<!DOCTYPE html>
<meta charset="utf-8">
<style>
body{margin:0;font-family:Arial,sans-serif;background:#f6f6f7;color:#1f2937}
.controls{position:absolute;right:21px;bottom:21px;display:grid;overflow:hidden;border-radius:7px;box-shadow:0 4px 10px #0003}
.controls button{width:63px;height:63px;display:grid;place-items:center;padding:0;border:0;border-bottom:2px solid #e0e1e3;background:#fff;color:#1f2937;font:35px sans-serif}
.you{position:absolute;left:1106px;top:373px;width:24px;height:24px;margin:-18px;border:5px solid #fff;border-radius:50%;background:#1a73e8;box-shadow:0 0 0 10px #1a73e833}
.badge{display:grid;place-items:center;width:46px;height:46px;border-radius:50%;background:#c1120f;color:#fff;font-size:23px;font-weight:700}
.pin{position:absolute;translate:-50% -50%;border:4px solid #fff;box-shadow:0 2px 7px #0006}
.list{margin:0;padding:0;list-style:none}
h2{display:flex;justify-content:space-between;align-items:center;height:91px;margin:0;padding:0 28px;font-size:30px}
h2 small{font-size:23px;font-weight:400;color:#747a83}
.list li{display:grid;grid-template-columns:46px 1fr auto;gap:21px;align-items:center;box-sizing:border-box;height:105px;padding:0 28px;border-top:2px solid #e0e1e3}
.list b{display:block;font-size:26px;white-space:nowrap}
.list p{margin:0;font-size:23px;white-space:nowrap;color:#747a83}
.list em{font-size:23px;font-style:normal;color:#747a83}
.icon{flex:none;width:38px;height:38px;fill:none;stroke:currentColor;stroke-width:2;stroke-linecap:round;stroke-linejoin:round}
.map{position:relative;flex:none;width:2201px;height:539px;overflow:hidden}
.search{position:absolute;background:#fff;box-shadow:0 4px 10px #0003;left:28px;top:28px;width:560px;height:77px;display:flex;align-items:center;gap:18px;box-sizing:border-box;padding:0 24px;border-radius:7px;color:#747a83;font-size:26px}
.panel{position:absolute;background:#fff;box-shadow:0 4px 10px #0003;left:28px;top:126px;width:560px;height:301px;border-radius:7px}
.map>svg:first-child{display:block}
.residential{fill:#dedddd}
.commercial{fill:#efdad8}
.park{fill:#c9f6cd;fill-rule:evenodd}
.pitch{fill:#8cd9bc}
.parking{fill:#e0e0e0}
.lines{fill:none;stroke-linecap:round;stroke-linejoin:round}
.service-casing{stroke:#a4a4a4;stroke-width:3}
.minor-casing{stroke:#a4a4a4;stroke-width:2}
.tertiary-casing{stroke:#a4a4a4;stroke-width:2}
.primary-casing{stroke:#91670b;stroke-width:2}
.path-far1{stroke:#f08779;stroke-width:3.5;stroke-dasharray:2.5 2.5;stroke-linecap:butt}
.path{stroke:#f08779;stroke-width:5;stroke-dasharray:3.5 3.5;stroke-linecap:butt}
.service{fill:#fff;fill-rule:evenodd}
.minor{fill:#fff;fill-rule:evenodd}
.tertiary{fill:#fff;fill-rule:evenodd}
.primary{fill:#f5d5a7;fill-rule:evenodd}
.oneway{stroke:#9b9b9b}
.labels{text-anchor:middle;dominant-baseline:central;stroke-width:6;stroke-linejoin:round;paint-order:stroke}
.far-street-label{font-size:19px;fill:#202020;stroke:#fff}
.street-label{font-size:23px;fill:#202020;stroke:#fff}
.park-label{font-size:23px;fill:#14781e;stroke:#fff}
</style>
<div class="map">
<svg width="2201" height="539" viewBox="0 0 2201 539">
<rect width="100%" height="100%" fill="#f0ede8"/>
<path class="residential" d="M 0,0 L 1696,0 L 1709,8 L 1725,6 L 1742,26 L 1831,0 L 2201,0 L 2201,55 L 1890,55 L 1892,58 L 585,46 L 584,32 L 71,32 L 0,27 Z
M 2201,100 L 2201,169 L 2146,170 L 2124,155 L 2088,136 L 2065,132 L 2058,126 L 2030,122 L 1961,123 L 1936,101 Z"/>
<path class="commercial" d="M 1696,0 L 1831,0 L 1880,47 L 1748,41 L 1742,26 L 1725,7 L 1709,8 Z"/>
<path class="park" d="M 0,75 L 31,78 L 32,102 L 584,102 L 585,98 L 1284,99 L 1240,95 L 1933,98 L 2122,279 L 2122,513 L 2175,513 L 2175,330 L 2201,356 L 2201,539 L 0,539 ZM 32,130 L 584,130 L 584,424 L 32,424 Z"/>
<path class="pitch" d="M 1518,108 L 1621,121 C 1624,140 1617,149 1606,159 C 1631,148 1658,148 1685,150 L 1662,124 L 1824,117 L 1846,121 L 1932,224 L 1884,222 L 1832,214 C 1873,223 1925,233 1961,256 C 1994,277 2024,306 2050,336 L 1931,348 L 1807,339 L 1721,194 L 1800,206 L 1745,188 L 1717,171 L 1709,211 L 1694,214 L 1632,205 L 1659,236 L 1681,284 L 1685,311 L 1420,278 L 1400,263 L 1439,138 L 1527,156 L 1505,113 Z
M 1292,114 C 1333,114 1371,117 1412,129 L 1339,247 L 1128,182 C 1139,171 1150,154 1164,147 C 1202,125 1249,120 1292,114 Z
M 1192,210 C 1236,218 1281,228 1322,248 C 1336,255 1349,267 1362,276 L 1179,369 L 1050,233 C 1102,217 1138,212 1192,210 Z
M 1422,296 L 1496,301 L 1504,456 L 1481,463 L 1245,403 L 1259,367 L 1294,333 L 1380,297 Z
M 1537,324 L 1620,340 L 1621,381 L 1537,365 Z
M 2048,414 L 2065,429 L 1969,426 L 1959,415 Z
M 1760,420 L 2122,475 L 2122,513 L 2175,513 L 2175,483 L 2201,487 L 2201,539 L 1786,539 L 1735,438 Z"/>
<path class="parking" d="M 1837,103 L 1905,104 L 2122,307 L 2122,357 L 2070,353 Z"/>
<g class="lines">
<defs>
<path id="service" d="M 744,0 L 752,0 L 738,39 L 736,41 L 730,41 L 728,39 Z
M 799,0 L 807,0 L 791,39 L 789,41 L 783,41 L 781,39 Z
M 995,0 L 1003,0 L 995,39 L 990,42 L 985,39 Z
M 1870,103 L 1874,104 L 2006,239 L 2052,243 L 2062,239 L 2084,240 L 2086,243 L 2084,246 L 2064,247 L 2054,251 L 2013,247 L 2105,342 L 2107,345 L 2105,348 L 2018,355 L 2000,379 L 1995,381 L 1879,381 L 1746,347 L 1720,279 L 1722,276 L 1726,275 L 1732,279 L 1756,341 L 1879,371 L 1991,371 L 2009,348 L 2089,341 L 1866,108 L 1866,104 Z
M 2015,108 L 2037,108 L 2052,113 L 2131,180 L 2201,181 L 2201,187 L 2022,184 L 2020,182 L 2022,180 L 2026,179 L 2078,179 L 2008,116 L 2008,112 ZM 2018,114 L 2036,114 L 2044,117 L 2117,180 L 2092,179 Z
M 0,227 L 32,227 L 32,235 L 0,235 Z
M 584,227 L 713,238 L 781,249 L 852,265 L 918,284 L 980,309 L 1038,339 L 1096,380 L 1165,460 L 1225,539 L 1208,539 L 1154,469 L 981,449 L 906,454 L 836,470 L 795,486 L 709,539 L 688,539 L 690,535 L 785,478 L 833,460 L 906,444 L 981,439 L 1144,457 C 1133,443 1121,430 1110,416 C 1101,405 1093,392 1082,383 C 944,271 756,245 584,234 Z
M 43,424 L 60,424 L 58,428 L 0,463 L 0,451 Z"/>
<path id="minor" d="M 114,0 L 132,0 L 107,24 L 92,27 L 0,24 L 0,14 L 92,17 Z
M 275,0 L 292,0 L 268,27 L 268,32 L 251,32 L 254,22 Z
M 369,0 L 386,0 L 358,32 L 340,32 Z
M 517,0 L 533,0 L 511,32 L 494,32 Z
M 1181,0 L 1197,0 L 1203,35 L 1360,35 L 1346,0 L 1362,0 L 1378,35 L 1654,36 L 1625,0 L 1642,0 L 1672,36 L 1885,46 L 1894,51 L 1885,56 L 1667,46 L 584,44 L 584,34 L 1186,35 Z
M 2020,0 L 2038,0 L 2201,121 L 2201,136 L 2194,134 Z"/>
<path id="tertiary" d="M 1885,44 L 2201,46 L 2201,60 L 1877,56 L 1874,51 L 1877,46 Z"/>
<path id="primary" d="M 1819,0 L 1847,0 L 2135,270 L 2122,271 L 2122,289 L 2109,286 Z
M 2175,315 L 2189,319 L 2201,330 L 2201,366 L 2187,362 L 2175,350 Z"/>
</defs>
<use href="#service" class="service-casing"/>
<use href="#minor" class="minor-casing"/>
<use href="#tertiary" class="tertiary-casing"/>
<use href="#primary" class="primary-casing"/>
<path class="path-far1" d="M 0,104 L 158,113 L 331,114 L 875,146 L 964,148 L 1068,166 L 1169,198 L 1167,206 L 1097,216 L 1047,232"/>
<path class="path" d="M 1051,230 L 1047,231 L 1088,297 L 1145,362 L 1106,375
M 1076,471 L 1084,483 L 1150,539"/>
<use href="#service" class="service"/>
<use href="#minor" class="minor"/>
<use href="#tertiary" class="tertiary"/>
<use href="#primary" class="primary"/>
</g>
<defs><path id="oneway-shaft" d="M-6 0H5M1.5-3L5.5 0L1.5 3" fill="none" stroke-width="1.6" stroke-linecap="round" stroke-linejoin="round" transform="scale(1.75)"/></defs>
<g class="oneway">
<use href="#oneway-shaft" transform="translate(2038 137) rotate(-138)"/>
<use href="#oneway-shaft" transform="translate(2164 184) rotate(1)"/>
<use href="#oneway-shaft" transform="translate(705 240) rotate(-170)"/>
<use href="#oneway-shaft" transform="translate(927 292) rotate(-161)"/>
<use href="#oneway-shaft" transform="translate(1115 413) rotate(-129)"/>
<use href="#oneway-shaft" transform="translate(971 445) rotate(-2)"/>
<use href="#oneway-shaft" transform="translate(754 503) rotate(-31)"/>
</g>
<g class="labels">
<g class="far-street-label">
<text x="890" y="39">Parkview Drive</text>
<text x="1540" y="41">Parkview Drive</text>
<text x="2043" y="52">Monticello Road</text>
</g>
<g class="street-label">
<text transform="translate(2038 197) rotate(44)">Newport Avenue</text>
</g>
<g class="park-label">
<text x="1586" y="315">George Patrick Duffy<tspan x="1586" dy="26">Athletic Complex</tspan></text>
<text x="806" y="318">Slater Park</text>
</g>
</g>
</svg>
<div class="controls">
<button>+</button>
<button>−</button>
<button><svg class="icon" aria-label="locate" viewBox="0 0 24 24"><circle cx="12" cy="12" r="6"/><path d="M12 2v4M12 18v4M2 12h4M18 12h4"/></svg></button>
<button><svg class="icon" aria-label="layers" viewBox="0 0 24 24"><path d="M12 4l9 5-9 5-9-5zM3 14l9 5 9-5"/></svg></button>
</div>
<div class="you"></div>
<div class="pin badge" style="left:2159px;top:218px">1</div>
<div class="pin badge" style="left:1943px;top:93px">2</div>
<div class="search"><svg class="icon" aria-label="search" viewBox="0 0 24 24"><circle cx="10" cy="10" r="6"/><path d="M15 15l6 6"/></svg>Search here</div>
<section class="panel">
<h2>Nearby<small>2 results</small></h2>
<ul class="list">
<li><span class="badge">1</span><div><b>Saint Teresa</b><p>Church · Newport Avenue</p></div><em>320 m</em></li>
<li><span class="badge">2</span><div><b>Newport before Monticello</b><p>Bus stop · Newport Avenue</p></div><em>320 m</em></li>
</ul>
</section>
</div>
________________
## [WHAT TO PRODUCE]
The answer should consist solely of the lines from the one that contains "Teresa</b><p>Church · Newport" through the end of the material above, copied exactly.

## [RESULT OF THE EXERCISE]
<li><span class="badge">1</span><div><b>Saint Teresa</b><p>Church · Newport Avenue</p></div><em>320 m</em></li>
<li><span class="badge">2</span><div><b>Newport before Monticello</b><p>Bus stop · Newport Avenue</p></div><em>320 m</em></li>
</ul>
</section>
</div>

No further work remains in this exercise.